42 thoughts on “5 Tips To Help You Deal With Rejection | Marisa Peer

  1. If someone is ignoring you and has been for months. What do you think of that? Is that considered rejection if it is coming from your own daughter? Any suggestions on how to handle this situation?

  2. what if you have anxiety, and their criticisms really hit you hard? What if they make your heart pound and your ribs contract and you can barely breathe? What are some ways to convince ourselves before others?

  3. Great tips as usual. Thank you. 😊

    I also use this: "Looks like you're having a bad day. Hope you feel better." Then I smile my sweetest smile and then leave. 😊🙋🏻

  4. Don't forget to watch the FREE masterclass to experience Instant Transformational Therapy with Marisa Peer 👉https://go.mindvalley.com/Uncompromised-Life

  5. I just say (to myself), they have a right to say whatever. But… I don't have to take it on board. It's more their issue than mine.

    Also, freedom of association. It's a fundamental human right. They exclude me, but that cuts both way. I reject them, too. And now they have armed me with all data I need to do that.

    Or, if people give you an overly harsh rebuke for a simple mistake: Example … I took one thing out of the salad bar with the tongs, then realized it had a spoiled part, so I quickly put it back. The harpy behind the counter started yelling, "you can't do that." So I said sorry and she kept on… "you're not allowed to do that!" At that point, I just turned my back and walked away, took a deep breath and erased it all from my mind. Why should she work so hard to shame me for the rest of the day? I didn't know the fucking rule. Just walk away and press the big erase button. End of story.

    Same for overly harsh gchat. Apologize and erase the conversation. Erase, erase. These assholes need to be erased.

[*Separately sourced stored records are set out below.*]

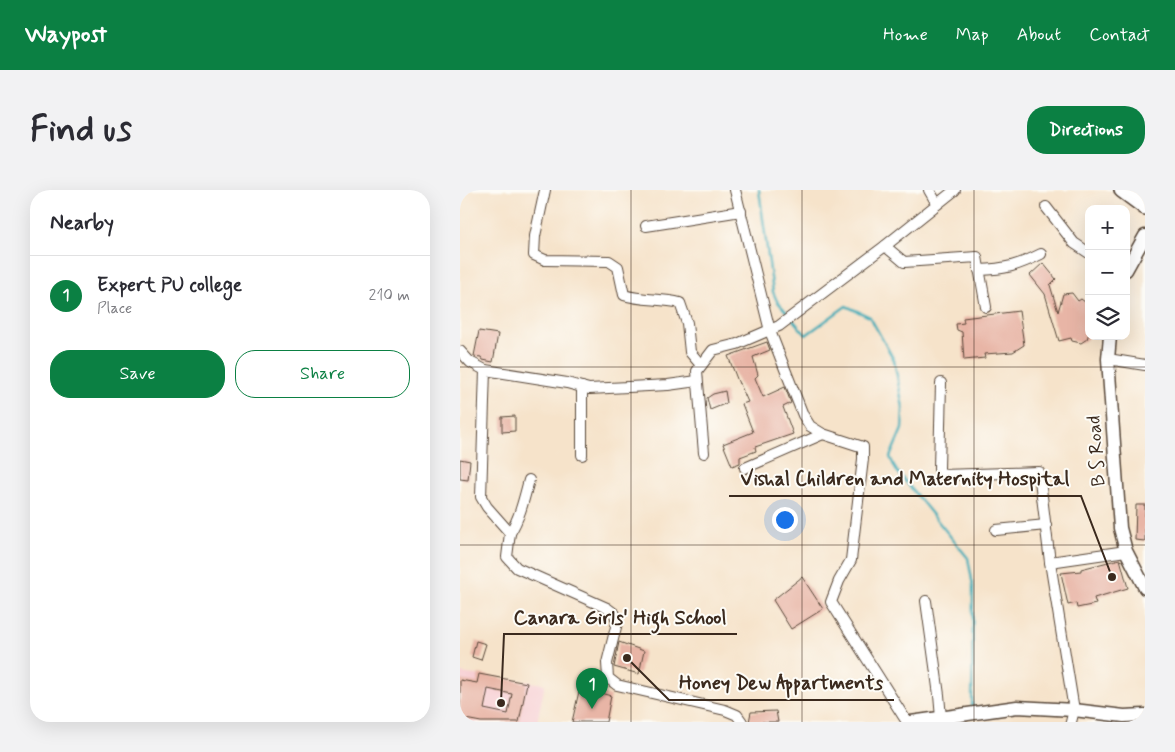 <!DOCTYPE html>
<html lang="en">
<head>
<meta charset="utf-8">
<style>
	body { margin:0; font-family:Mynerve,sans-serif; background:#f2f2f3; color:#2b2b33 }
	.controls { position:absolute; right:15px; top:15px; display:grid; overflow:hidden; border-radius:10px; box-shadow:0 5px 20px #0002 }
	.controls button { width:45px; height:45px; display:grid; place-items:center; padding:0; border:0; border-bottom:1px solid #e1e1e2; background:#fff; color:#2b2b33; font:25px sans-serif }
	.you { position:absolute; left:324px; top:329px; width:18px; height:18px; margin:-12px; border:4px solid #fff; border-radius:50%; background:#1a73e8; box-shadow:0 0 0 8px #1a73e833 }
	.badge { display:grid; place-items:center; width:32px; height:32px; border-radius:50%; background:#0b8043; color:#fff; font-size:16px; font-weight:700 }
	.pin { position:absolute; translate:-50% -41px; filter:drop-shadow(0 1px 2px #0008) }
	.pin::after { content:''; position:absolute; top:26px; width:18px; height:15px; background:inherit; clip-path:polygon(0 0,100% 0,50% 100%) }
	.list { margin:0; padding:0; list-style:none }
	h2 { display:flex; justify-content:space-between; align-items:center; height:65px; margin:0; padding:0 20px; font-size:21px }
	h2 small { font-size:16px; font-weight:400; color:#7c7c81 }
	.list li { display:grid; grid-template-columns:32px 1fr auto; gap:15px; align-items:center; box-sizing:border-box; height:80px; padding:0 20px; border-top:1px solid #e1e1e2 }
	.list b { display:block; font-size:19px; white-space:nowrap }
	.list p { margin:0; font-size:16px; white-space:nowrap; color:#7c7c81 }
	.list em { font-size:16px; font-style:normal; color:#7c7c81 }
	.actions { display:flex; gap:10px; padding:15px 20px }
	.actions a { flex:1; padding:11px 0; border:1px solid #0b8043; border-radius:20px; text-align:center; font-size:18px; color:#0b8043 }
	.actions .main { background:#0b8043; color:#fff }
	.icon { flex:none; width:28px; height:28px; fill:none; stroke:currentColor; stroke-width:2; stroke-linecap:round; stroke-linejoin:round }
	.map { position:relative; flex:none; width:685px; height:532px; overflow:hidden; border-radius:20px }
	header { display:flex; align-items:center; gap:30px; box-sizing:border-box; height:70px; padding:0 25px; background:#0b8043; color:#fff }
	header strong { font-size:24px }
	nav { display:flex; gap:28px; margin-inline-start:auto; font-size:18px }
	.intro { display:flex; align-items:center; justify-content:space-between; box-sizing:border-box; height:120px; padding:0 30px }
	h1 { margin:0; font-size:35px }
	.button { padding:12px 22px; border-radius:20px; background:#0b8043; color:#fff; font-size:18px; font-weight:700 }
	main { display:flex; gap:30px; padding:0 30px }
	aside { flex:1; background:#fff; border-radius:20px; box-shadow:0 5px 20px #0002 }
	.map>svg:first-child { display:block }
</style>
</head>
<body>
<header>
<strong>Waypost</strong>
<nav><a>Home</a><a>Map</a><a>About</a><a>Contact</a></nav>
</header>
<div class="intro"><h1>Find us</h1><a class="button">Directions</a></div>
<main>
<aside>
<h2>Nearby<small></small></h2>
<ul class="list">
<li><span class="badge">1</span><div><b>Expert PU college</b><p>Place</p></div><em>210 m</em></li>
</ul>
<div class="actions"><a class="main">Save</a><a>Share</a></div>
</aside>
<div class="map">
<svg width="685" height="532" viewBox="0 0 685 532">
	<rect width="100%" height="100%" fill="#fdfcf7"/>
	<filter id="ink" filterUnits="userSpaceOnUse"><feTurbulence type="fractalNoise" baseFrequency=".02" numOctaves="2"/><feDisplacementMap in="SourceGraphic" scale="10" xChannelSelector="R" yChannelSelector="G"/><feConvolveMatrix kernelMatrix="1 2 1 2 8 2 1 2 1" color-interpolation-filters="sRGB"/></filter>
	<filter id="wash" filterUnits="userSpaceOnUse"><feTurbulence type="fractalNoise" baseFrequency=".0096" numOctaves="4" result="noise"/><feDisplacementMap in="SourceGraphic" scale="20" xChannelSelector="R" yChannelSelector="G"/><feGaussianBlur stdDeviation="1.12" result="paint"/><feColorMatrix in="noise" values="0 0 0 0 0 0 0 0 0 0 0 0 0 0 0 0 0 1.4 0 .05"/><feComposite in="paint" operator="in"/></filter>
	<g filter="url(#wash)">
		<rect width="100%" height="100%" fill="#f6e3ca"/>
		<!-- built -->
		<polygon fill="#f7cfd3" points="0,483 85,494 77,532 0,532"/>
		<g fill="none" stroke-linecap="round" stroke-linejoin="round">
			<!-- stream -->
			<g stroke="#3cacb8" stroke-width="2.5">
				<polyline points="299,0 313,102 317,111 330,126"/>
				<polyline points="333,130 346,145 386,116 410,127 434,170 443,218 442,239 430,267 436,280 508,368 513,396 512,518"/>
			</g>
		</g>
		<g id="blocks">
			<!-- building -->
			<g fill="#e8b5a6" fill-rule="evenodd">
				<polygon points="583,73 596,89 590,95 598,122 603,104 612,103 618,111 621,109 629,115 629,143 627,149 621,153 612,151 611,148 599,151 585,104 570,85"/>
				<polygon points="559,121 564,155 553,162 524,164 525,168 504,170 502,142 497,140 496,134 504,133 503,128"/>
				<polygon points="19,141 38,144 33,172 23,170 21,167 14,166"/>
				<polygon points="307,152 310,160 293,167 298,185 295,188 303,207 325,197 331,213 323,217 333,244 295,257 296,261 280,267 280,273 272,276 263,254 293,242 282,214 288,212 280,194 279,194 268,166"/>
				<polygon points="265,201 267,213 250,220 247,208 253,204"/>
				<polygon points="55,226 55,241 42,242 42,227"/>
				<polygon points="0,269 10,271 8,290 0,289"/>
				<polygon points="676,315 685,315 685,351 675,350"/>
				<polygon points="660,369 668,398 634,408 636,414 617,418 616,413 608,415 601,383 621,381 621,379"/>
				<polygon points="342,387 363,419 331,439 313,410"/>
				<polygon points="16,451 26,454 21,470 12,467"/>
				<polygon points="159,452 184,461 179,484 154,477"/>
				<path d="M19,484L67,493L59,532H21L0,528V490L17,493ZM28,499L52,504L48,524L24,519Z"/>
				<polygon points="120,497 151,506 146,532 112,532"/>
				<polygon points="316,521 318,532 289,532 291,522"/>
			</g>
		</g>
	</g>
	<g filter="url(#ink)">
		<use href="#blocks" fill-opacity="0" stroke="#574638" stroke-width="1"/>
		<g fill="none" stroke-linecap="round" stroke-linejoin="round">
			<!-- minor casing -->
			<g stroke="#574638" stroke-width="12">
				<g id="minor">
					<path d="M85,0L75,46L74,65L85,70L149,71L158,77L164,105C182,111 202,108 220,113L227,133L230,162L241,175"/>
					<polyline points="275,0 310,141 343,225 350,236 363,244 403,257 403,269 391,370 379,391 371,412 447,532"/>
					<polyline points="469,0 477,14"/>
					<polyline points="586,17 614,53 629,63"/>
					<polyline points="186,36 281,21"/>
					<polyline points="425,56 444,72 517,67 526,117"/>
					<path d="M519,80C546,79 557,76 581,64"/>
					<polyline points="0,161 10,172 25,180 107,193 129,199 208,195 237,191"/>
					<polyline points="648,169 685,175"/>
					<polyline points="25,180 21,307 27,317 50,343 47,367 57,378 147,418 155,424 157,433 147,473 148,488 157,495 265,520 277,525 282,532"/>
					<polyline points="481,193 479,279 482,285 579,282 590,372 614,520 611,532"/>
					<polyline points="244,263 237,181 253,160 277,154 319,136 425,56 495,0"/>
					<polyline points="122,265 122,197"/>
					<polyline points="285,278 363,244"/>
					<polyline points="536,340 586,335"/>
					<path d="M50,343C60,327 64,309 69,290"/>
					<polyline points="590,372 666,361"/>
					<polyline points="466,411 479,505 481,528"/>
				</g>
			</g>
			<!-- tertiary casing -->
			<g stroke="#574638" stroke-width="15">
				<g id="tertiary">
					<polyline points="666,80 685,46"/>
					<polyline points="650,146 648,169 660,338 666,361 685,398"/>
					<polyline points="451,532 557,517 614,520 664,526 685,525"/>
				</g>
			</g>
			<!-- secondary casing -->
			<g stroke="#574638" stroke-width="18">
				<polyline id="secondary" points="662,0 685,17"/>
			</g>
			<!-- minor -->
			<use href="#minor" stroke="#fff" stroke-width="10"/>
			<!-- tertiary -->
			<use href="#tertiary" stroke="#fff" stroke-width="12"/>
			<!-- secondary -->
			<use href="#secondary" stroke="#fff" stroke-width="15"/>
		</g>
	</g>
	<!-- grid -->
	<path fill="none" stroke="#3b2a1e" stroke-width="1" stroke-opacity="0.55" d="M171,0V532M342,0V532M514,0V532M0,177H685M0,355H685"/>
	<g text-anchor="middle" stroke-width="4" stroke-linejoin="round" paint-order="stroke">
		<!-- street labels -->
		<g font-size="19" fill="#3b2a1e" stroke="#fdfcf7">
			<text transform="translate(635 261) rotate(-94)" y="7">B S Road</text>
		</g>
	</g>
	<!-- callouts -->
	<path fill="none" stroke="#3b2a1e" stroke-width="2" d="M652 387L621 306H269M41 513L44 444H277M167 468L209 510H434"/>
	<g fill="#3b2a1e" stroke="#fdfcf7" stroke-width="2">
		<circle cx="652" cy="387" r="5"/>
		<circle cx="41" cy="513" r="5"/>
		<circle cx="167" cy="468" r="5"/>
	</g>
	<g font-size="20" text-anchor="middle" font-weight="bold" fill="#3b2a1e" stroke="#fdfcf7" stroke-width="4" stroke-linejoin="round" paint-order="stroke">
		<text x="445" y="295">Vishal Children and Maternity Hospital</text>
		<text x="160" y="434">Canara Girls' High School</text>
		<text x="321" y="499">Honey Dew Appartments</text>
	</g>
</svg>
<div class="controls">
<button>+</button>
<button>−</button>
<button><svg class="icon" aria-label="layers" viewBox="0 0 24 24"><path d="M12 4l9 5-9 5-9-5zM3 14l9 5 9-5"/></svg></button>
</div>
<div class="you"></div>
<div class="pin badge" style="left:132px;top:519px">1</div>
</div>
</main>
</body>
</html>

  6. I have to repeat myself these tips until they get stuck in my head and in my heart for ever. I can't even count the amount of times someone has been a harsh critic in my personal life. But I can sure enough count the amount of times i haven't let that in: 0.
    This
    Ends
    Now.

  7. This isn’t rejection.. it’s just dealing with critising and horrible people. How about so called loved ones who won’t be present in your life. Or asking for support and they never show up. That’s rejection.

  8. Thank you Marisa. I started implementing some of your advice 4 days ago and have seen my life sky rocket! I'm organized now, and started a new business yesterday. It's been a dream for years and I filed the business papers yesterday. I'm up early making business cards and planning my day of passing the cards out to potential customers. I was concerned about rejection last night but I WILL implement your advice from this video. Thank you! Amy

  9. i like clicking on ads' videos and check their like dislike ratio
    gotta say this one took me off guard
    what the fuck people

  10. Dear Marisa. I cannot thank you enough for this precious information. I've moved around in professional environments with this type of difficult people. I will watch this again and again and write it down. I believe this is a very clever psychological technique. Hugs from Portugal.

  11. I've definitely had people be that rude to me, men mostly, the kind who hate blondes. I was told I deserve to be abused because of how I look, the guy that i've worked with on projects once a year, told me that. He knows nothing about me but his girlfriend doesn't like me, we do promotional work and the event is on beach so maybe that has something to do with it. The guy put it in writing to me, started out as a harsh comment but it was backhanded, I asked him about what he meant, he said the insult was a joke, I said it wasn't funny. Afterwards he told me that I deserve it and worse because of how I look. So it's okay to be a BULLY because you don't like the way someone looks? That's a really low thing.

  12. What if the person criticizing you is your supervisor and they're unfairly criticizing you on your job performance? Aren't your choices more limited than what is presented here?

  13. I like your work and videos but that didn’t help me at all. Do you have anything for being rejected by the opposite sex? Thanks.